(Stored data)

== == ==

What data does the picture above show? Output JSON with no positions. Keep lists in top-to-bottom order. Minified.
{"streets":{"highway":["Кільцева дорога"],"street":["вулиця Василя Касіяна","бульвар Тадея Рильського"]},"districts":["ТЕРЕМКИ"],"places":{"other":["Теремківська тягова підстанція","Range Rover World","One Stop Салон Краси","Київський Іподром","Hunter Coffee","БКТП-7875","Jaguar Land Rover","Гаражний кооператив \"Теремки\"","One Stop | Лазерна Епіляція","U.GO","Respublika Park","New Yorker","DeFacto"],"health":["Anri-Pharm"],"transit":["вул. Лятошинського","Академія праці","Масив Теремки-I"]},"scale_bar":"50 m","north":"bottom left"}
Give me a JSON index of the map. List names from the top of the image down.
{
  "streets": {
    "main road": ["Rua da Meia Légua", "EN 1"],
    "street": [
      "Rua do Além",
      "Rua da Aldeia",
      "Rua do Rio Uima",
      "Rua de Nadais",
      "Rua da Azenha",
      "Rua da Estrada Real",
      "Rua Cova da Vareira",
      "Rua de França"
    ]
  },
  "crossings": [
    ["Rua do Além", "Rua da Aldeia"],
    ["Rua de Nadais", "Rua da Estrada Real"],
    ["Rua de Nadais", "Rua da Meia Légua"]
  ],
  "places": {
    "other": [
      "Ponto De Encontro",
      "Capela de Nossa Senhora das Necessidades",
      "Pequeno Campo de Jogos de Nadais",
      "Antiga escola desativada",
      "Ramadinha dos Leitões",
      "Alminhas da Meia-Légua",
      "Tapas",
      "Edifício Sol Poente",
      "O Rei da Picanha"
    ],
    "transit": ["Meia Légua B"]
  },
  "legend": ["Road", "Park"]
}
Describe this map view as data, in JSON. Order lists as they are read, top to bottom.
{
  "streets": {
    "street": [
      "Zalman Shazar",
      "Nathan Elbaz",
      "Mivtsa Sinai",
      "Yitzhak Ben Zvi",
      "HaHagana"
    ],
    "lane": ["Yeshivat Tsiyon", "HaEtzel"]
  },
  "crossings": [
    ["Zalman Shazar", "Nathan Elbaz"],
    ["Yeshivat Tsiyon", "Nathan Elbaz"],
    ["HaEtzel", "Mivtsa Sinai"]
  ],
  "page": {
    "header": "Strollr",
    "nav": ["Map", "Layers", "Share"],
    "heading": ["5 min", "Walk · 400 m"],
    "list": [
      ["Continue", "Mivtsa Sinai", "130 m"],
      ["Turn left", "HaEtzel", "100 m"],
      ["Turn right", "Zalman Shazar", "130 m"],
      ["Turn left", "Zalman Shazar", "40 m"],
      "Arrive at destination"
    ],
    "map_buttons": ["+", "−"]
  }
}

== == ==

WHAT YOU SHOULD DO: Search the entries for the string "left". Copy every line that has it.

WRITTEN REPLY:
{"streets":{"highway":["Кільцева дорога"],"street":["вулиця Василя Касіяна","бульвар Тадея Рильського"]},"districts":["ТЕРЕМКИ"],"places":{"other":["Теремківська тягова підстанція","Range Rover World","One Stop Салон Краси","Київський Іподром","Hunter Coffee","БКТП-7875","Jaguar Land Rover","Гаражний кооператив \"Теремки\"","One Stop | Лазерна Епіляція","U.GO","Respublika Park","New Yorker","DeFacto"],"health":["Anri-Pharm"],"transit":["вул. Лятошинського","Академія праці","Масив Теремки-I"]},"scale_bar":"50 m","north":"bottom left"}
      ["Turn left", "HaEtzel", "100 m"],
      ["Turn left", "Zalman Shazar", "40 m"],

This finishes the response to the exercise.